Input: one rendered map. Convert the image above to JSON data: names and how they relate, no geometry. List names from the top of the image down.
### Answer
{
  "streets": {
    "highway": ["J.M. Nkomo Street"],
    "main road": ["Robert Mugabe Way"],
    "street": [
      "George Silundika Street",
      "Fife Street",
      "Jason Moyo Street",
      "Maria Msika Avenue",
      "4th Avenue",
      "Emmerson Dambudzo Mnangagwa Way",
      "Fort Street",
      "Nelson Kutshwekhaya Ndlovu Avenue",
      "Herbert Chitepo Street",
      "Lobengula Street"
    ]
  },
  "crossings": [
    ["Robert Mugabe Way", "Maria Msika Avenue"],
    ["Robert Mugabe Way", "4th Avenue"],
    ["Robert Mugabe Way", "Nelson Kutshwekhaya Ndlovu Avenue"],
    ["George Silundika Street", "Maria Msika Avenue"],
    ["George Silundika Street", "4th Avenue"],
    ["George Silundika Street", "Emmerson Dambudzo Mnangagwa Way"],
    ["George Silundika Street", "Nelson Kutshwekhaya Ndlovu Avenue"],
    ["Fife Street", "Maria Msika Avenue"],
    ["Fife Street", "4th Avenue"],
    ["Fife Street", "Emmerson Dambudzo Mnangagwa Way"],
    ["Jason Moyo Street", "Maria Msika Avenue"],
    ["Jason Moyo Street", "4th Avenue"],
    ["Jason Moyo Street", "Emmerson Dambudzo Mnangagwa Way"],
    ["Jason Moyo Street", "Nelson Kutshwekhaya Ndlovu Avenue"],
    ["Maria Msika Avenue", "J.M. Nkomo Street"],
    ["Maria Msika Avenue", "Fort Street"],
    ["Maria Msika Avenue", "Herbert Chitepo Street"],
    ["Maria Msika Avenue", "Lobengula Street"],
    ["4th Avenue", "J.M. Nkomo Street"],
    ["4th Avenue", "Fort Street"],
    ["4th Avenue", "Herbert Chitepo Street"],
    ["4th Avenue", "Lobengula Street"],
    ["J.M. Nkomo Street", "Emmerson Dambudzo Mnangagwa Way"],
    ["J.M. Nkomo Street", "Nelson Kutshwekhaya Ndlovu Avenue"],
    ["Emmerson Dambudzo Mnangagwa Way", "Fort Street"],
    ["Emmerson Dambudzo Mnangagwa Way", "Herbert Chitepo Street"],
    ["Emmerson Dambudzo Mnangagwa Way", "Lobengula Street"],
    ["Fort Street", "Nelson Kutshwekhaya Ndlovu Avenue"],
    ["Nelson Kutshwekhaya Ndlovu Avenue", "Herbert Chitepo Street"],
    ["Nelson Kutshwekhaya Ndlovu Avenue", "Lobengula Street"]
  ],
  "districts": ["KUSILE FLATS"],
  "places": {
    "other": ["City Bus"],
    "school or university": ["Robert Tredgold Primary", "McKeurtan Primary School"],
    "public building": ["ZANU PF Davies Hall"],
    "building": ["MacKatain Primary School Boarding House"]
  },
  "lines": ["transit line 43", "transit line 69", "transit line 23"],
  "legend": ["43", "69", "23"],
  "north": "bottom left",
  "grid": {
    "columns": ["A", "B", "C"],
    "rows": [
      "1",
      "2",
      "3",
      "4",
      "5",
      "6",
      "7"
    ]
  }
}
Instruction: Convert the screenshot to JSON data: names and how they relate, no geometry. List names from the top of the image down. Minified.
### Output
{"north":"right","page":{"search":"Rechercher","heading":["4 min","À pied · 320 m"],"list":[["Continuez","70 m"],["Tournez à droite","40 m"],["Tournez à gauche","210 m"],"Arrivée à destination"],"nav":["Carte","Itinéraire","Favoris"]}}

-*-*-

**THE TASK**
Give the whole listing again, character for character.

**EXERCISE RESULT**
Input: one rendered map. Convert the image above to JSON data: names and how they relate, no geometry. List names from the top of the image down.
### Answer
{
  "streets": {
    "highway": ["J.M. Nkomo Street"],
    "main road": ["Robert Mugabe Way"],
    "street": [
      "George Silundika Street",
      "Fife Street",
      "Jason Moyo Street",
      "Maria Msika Avenue",
      "4th Avenue",
      "Emmerson Dambudzo Mnangagwa Way",
      "Fort Street",
      "Nelson Kutshwekhaya Ndlovu Avenue",
      "Herbert Chitepo Street",
      "Lobengula Street"
    ]
  },
  "crossings": [
    ["Robert Mugabe Way", "Maria Msika Avenue"],
    ["Robert Mugabe Way", "4th Avenue"],
    ["Robert Mugabe Way", "Nelson Kutshwekhaya Ndlovu Avenue"],
    ["George Silundika Street", "Maria Msika Avenue"],
    ["George Silundika Street", "4th Avenue"],
    ["George Silundika Street", "Emmerson Dambudzo Mnangagwa Way"],
    ["George Silundika Street", "Nelson Kutshwekhaya Ndlovu Avenue"],
    ["Fife Street", "Maria Msika Avenue"],
    ["Fife Street", "4th Avenue"],
    ["Fife Street", "Emmerson Dambudzo Mnangagwa Way"],
    ["Jason Moyo Street", "Maria Msika Avenue"],
    ["Jason Moyo Street", "4th Avenue"],
    ["Jason Moyo Street", "Emmerson Dambudzo Mnangagwa Way"],
    ["Jason Moyo Street", "Nelson Kutshwekhaya Ndlovu Avenue"],
    ["Maria Msika Avenue", "J.M. Nkomo Street"],
    ["Maria Msika Avenue", "Fort Street"],
    ["Maria Msika Avenue", "Herbert Chitepo Street"],
    ["Maria Msika Avenue", "Lobengula Street"],
    ["4th Avenue", "J.M. Nkomo Street"],
    ["4th Avenue", "Fort Street"],
    ["4th Avenue", "Herbert Chitepo Street"],
    ["4th Avenue", "Lobengula Street"],
    ["J.M. Nkomo Street", "Emmerson Dambudzo Mnangagwa Way"],
    ["J.M. Nkomo Street", "Nelson Kutshwekhaya Ndlovu Avenue"],
    ["Emmerson Dambudzo Mnangagwa Way", "Fort Street"],
    ["Emmerson Dambudzo Mnangagwa Way", "Herbert Chitepo Street"],
    ["Emmerson Dambudzo Mnangagwa Way", "Lobengula Street"],
    ["Fort Street", "Nelson Kutshwekhaya Ndlovu Avenue"],
    ["Nelson Kutshwekhaya Ndlovu Avenue", "Herbert Chitepo Street"],
    ["Nelson Kutshwekhaya Ndlovu Avenue", "Lobengula Street"]
  ],
  "districts": ["KUSILE FLATS"],
  "places": {
    "other": ["City Bus"],
    "school or university": ["Robert Tredgold Primary", "McKeurtan Primary School"],
    "public building": ["ZANU PF Davies Hall"],
    "building": ["MacKatain Primary School Boarding House"]
  },
  "lines": ["transit line 43", "transit line 69", "transit line 23"],
  "legend": ["43", "69", "23"],
  "north": "bottom left",
  "grid": {
    "columns": ["A", "B", "C"],
    "rows": [
      "1",
      "2",
      "3",
      "4",
      "5",
      "6",
      "7"
    ]
  }
}
Instruction: Convert the screenshot to JSON data: names and how they relate, no geometry. List names from the top of the image down. Minified.
### Output
{"north":"right","page":{"search":"Rechercher","heading":["4 min","À pied · 320 m"],"list":[["Continuez","70 m"],["Tournez à droite","40 m"],["Tournez à gauche","210 m"],"Arrivée à destination"],"nav":["Carte","Itinéraire","Favoris"]}}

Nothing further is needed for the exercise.